There are a few less visible members who also contribute to the music, including producers and vocalists, as well as few guys whose roles are less evident. I’ll admit that my research in this area has been somewhat cursory, but I can’t determine for the life of me what it is exactly that these people do. But, if they are, in fact, contributing their fair share to the project, then I’m glad they’re there.

In a year full of muddy Trap music and moldy superstars going through the motions (*cough* Eminem *cough*) last year wasn’t one of rap’s greatest. There were a few highlights, of course—Kendrick released a solid (though admittedly, relatively disappointing) new album, Jay Z’s ‘4:44’ was pretty good…It’s clear to me however, that in terms of hip-hop, Brockhampton stole the show in 2017.

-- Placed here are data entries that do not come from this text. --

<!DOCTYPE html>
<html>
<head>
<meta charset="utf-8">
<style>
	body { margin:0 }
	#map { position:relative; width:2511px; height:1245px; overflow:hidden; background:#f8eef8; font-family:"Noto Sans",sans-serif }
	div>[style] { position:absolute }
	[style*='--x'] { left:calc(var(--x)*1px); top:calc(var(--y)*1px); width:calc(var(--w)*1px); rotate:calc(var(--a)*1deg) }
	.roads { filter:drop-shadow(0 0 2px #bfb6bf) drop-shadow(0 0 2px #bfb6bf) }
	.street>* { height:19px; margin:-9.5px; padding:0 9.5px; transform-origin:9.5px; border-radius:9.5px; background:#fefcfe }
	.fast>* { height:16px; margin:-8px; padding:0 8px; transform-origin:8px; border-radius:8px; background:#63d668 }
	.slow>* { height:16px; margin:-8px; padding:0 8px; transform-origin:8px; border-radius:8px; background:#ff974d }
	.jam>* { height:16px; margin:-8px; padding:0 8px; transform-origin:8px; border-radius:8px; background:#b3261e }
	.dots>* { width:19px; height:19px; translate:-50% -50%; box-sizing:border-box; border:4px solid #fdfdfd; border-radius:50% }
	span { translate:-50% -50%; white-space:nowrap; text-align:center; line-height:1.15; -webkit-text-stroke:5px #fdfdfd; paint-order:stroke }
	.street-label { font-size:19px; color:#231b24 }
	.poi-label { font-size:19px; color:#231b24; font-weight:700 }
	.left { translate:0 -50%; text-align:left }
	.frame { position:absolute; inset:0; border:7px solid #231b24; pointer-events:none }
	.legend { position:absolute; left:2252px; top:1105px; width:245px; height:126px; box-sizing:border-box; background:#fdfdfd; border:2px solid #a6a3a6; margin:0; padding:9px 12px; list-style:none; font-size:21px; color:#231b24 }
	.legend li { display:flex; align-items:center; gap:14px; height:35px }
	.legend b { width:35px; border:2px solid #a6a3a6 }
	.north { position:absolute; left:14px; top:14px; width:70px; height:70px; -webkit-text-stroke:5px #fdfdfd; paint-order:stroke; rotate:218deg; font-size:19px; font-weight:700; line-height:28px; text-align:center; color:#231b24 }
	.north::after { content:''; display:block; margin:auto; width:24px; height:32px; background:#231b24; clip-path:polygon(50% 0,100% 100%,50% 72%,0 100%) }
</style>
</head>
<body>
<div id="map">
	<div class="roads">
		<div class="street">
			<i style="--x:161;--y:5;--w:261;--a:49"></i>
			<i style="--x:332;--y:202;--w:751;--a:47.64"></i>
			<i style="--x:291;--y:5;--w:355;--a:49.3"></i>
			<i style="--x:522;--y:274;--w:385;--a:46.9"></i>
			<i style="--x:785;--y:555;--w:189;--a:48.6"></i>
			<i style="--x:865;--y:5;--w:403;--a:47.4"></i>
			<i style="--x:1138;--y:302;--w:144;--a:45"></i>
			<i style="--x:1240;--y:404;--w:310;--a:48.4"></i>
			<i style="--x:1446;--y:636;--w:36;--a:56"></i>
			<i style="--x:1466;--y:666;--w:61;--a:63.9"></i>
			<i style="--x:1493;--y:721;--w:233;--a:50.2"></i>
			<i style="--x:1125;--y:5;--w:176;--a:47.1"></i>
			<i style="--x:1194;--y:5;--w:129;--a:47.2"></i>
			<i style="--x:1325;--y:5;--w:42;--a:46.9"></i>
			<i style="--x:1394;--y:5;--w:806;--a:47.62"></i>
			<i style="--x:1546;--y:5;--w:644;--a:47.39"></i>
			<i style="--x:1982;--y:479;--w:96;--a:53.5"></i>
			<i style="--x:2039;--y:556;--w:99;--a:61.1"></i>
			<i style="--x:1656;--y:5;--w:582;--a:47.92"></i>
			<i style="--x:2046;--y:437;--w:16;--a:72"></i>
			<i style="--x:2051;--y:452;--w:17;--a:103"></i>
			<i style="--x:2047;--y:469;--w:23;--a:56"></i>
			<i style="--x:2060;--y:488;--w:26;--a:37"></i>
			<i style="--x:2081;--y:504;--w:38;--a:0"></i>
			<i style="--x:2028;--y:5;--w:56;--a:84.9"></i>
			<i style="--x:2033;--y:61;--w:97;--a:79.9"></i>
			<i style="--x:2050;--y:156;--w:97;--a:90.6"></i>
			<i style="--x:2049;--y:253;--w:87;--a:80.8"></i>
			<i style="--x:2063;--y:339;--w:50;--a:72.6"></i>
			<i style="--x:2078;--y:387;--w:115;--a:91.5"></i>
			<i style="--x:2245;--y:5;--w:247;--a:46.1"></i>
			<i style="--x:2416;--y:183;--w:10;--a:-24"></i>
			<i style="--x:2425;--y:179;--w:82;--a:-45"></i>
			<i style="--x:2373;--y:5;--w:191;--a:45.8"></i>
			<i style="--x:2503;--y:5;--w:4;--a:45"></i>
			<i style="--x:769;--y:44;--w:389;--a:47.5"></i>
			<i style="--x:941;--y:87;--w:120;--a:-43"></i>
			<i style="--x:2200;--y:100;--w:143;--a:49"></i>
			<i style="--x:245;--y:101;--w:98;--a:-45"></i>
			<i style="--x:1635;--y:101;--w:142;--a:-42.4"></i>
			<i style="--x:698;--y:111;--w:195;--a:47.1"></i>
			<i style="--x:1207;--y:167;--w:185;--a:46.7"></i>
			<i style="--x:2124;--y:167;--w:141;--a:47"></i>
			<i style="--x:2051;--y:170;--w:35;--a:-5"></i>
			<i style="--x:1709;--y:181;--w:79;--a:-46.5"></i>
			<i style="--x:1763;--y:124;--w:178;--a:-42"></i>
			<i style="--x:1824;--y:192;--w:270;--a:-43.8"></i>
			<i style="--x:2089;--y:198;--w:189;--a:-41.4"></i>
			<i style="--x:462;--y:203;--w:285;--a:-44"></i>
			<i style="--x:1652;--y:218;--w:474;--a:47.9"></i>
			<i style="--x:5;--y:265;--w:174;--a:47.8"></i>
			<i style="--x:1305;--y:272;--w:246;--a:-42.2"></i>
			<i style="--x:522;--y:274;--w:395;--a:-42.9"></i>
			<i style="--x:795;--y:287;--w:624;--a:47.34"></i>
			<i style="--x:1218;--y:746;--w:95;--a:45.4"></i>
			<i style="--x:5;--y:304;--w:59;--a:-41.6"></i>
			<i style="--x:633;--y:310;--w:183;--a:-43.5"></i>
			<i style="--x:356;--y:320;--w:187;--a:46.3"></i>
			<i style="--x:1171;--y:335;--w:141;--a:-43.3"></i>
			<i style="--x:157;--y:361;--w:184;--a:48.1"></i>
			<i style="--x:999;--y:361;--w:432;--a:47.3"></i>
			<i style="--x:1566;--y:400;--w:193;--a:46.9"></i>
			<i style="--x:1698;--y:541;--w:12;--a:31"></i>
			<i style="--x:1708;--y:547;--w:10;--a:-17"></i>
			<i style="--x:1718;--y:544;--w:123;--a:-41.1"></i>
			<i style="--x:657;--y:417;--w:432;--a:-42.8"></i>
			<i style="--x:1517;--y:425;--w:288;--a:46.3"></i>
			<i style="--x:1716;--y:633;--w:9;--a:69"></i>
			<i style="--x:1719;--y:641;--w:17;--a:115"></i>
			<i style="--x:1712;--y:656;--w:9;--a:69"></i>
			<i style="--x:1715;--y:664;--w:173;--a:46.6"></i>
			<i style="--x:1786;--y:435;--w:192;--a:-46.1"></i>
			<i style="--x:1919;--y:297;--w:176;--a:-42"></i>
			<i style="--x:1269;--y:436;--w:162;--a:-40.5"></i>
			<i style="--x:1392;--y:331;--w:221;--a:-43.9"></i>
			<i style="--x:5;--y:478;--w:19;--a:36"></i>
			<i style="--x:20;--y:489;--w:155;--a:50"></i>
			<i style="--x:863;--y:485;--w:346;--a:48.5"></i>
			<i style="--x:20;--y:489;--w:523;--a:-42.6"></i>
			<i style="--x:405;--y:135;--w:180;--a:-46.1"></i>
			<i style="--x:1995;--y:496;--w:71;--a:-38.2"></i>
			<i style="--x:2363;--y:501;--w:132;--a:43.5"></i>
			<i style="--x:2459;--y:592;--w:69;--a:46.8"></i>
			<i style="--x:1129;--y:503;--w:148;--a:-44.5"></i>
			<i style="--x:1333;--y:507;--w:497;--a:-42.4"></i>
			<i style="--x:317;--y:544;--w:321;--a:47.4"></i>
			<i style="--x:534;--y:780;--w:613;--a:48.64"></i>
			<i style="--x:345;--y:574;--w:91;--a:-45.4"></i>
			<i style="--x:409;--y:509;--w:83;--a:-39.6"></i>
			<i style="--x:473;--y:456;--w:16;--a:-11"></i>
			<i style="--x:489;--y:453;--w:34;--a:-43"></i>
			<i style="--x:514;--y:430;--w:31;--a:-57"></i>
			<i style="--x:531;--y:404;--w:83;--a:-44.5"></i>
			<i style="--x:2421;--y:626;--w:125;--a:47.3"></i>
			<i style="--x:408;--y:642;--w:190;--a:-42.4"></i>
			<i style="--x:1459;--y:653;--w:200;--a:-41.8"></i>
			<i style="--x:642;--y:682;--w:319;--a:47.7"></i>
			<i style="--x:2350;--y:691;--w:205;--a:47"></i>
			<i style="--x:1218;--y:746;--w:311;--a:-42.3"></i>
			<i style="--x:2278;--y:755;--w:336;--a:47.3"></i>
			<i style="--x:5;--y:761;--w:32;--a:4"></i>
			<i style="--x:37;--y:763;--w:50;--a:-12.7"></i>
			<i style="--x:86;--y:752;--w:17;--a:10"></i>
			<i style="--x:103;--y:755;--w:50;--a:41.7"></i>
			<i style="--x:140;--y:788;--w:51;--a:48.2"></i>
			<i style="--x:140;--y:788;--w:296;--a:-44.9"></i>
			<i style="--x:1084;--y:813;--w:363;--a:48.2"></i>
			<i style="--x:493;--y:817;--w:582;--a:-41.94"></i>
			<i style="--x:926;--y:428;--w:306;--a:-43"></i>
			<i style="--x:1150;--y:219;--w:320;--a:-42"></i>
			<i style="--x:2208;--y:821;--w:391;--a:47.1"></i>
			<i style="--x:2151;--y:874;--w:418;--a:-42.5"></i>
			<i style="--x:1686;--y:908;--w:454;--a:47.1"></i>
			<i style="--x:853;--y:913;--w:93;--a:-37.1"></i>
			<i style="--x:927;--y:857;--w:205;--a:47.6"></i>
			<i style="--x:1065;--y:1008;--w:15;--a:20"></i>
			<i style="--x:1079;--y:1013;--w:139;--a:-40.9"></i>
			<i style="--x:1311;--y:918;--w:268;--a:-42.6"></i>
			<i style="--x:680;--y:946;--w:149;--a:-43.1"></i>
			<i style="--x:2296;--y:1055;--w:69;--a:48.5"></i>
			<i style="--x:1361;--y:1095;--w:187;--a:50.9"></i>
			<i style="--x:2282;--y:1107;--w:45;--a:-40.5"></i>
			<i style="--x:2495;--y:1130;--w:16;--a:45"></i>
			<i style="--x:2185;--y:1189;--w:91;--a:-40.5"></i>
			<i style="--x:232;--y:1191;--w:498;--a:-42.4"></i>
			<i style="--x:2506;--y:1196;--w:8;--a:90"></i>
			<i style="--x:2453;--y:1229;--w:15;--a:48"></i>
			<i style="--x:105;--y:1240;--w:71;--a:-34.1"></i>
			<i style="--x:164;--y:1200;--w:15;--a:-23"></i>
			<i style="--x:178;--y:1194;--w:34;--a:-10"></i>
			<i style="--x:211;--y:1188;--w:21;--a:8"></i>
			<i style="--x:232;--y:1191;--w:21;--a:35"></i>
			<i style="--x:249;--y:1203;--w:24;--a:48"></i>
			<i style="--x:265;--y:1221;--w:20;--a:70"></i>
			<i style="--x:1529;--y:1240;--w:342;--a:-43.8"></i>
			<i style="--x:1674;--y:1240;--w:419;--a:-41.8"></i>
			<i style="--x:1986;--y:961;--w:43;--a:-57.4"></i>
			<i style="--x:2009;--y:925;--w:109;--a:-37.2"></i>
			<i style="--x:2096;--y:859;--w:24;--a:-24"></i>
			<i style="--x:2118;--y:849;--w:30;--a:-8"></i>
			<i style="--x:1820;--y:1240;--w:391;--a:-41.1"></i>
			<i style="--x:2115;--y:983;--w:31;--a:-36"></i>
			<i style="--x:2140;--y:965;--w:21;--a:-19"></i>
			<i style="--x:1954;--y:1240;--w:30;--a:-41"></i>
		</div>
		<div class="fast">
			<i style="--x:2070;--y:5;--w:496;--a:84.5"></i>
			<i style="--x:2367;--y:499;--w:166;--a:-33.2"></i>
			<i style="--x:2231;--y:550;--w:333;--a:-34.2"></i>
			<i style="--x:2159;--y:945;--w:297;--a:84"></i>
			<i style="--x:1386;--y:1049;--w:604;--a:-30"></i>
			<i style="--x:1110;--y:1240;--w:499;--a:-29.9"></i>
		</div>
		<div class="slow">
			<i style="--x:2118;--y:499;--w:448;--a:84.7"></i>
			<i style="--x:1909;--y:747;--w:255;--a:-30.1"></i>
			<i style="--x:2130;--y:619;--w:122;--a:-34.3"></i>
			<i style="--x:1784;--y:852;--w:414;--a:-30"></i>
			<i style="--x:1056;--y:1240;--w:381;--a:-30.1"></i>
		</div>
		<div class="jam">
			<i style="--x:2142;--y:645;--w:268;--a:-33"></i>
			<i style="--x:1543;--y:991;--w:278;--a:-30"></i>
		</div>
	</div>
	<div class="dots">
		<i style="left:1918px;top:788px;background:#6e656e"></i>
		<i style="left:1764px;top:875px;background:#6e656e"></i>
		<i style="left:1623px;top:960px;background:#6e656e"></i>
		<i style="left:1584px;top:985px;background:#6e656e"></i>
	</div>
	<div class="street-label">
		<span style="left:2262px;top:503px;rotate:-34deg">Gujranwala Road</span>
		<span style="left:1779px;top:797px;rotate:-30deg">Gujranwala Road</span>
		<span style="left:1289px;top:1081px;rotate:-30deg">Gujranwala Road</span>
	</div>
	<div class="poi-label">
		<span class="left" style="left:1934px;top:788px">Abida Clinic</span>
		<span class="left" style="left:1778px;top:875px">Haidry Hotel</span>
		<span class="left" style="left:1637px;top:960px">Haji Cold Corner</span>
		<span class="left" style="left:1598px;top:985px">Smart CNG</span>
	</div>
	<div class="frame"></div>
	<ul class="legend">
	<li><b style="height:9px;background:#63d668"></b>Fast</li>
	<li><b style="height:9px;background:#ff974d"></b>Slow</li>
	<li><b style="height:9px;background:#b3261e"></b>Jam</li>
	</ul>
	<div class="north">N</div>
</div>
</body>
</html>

As their stated goal was to “saturate” the market with so much good music they’d be impossible to ignore, the project can be a complete success. Not just the Saturation trilogy, but Brockhampton as a whole. The boys have produced more great music in twelve months than many groups do over the span of their careers.

It would be perfectly understandable if the group decides to take the Wu-Tang route and go onto their respective solo careers, rejoining as a group every few years for image upkeep and a perfunctory album. Clearly, several of these guys have the chops to make it on their own. But, with yet another album announced and tour dates running well into 2018, it seems that Brockhampton as a collective is here to stay. Thank god for that.